Fondasi Pengelolaan SDA

Undang-undang 4/1982 menentukan fondasi Pancasila yang mengatur keselarasan dan keseimbangan hidupnya. Hal ini dapat dimaknai lebih dalam bahwa pengelolaan sumber daya sekali pun, tidak boleh melupakan fondasinya. Dasar ini kemudian dikongkretkan dalam konstitusi yang menentukan …

Undang-undang 4/1982 menentukan fondasi Pancasila yang mengatur keselarasan dan keseimbangan hidupnya. Hal ini dapat dimaknai lebih dalam bahwa pengelolaan sumber daya sekali pun, tidak boleh melupakan fondasinya. Dasar ini kemudian dikongkretkan dalam konstitusi yang menentukan bahwa sumber daya alam untuk sebesar-besar kemakmuran rakyat, dalam konteks orientasi Pancasila. Keselarasan dan keseimbangan dalam melihat alam tak hanya sebagai sumber kebahagiaan lahiriah, melainkan juga batiniah (Pencipta, manusia, dan alam).

Selain itu, dalam undang-undang di atas juga ditentukan bahwa lingkungan hidup dalam makna ekologis tidaklah mengenal batas wilayah/teritori (negara dan administratif). Akan tetapi terkait pengelolaan, batas wilayah pengelolaan harus jelas. Wilayah pengelolaan dalam pengertian hukum, tidak lain berupa kawasan Nusantara. Atas dasar itulah, apa yang disebut sebagai wawasan dalam proses penyelenggaraan pengelolaan lingkungan hidup Indonesia adalah Wawasan Nusantara.

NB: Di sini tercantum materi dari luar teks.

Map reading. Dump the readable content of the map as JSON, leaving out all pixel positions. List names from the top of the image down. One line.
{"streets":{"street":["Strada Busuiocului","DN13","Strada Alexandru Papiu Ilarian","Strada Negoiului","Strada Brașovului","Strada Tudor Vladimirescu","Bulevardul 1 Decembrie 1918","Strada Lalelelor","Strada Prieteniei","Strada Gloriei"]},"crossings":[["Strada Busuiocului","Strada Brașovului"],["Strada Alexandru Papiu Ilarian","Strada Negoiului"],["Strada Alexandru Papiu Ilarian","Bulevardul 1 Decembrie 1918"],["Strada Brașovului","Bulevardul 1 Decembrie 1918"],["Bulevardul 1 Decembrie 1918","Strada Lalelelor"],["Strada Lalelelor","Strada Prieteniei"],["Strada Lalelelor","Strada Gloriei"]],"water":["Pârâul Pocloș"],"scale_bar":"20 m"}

Kesadaran lain yang ditekankan dalam undang-undang, bahwa lingkungan hidup Indonesia sebagai suatu ekosistem dari masing-masing subsistem yang meliputi aspek sosial, budaya, ekonomi, dan fisik, yang proses pembinaan termasuk pengembangannya saling mempengaruhi –yang pada akhirnya mempengaruhi ketahanan ekosistem secara keseluruhan. Atas dasar itulah, pengelolaan lingkungan hidup sangat menuntut keterpaduan sebagai ciri utamanya dengan kebijaksanaan nasional pengelolaannya. Dengan kata lain, keterpaduan jadi kunci kebijaksanaan.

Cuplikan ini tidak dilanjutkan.